Instructions to follow — Look through the listing and locate every line containing the word "image"; copy those lines.

*** Opening Record excerpts ***

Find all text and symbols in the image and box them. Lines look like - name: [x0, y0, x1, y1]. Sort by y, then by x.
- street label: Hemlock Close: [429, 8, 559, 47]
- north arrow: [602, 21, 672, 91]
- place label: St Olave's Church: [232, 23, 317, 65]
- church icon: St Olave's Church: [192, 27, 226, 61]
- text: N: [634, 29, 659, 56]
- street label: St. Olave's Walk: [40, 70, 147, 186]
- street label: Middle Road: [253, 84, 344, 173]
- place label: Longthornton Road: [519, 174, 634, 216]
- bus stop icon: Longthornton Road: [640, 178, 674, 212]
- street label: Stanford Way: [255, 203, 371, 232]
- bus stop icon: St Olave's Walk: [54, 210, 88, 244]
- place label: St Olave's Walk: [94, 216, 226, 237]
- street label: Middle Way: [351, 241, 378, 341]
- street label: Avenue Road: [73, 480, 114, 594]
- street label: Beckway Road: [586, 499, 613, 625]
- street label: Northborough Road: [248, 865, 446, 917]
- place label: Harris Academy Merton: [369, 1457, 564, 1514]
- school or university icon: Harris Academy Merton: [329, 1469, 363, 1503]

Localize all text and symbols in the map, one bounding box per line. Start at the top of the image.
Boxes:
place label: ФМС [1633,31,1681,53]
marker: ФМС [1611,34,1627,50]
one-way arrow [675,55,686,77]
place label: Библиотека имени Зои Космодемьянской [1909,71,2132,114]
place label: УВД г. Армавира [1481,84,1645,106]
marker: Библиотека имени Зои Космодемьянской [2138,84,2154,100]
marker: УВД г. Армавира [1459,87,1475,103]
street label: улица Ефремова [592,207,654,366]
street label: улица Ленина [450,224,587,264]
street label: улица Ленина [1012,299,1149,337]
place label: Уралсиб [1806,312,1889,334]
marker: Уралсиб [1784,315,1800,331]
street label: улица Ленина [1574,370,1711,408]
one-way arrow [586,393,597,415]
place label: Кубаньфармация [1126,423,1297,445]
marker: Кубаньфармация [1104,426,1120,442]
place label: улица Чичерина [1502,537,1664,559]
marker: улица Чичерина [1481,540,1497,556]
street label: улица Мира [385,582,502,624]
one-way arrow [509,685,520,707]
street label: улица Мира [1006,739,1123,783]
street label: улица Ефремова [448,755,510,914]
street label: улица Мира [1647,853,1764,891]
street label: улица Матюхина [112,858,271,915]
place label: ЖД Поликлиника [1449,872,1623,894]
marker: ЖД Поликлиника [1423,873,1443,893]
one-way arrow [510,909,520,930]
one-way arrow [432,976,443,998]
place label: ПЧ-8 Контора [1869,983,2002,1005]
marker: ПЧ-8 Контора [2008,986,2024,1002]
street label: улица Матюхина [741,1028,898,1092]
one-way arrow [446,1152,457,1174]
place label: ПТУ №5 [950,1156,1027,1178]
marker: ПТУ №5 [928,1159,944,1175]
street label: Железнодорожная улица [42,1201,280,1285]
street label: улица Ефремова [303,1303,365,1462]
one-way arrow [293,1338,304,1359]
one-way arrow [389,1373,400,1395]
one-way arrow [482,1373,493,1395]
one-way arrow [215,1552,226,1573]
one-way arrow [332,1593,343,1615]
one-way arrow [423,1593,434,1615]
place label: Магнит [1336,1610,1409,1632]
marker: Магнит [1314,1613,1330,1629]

*** Closing Record excerpts ***

Output —
Find all text and symbols in the image and box them. Lines look like - name: [x0, y0, x1, y1]. Sort by y, then by x.
Localize all text and symbols in the map, one bounding box per line. Start at the top of the image.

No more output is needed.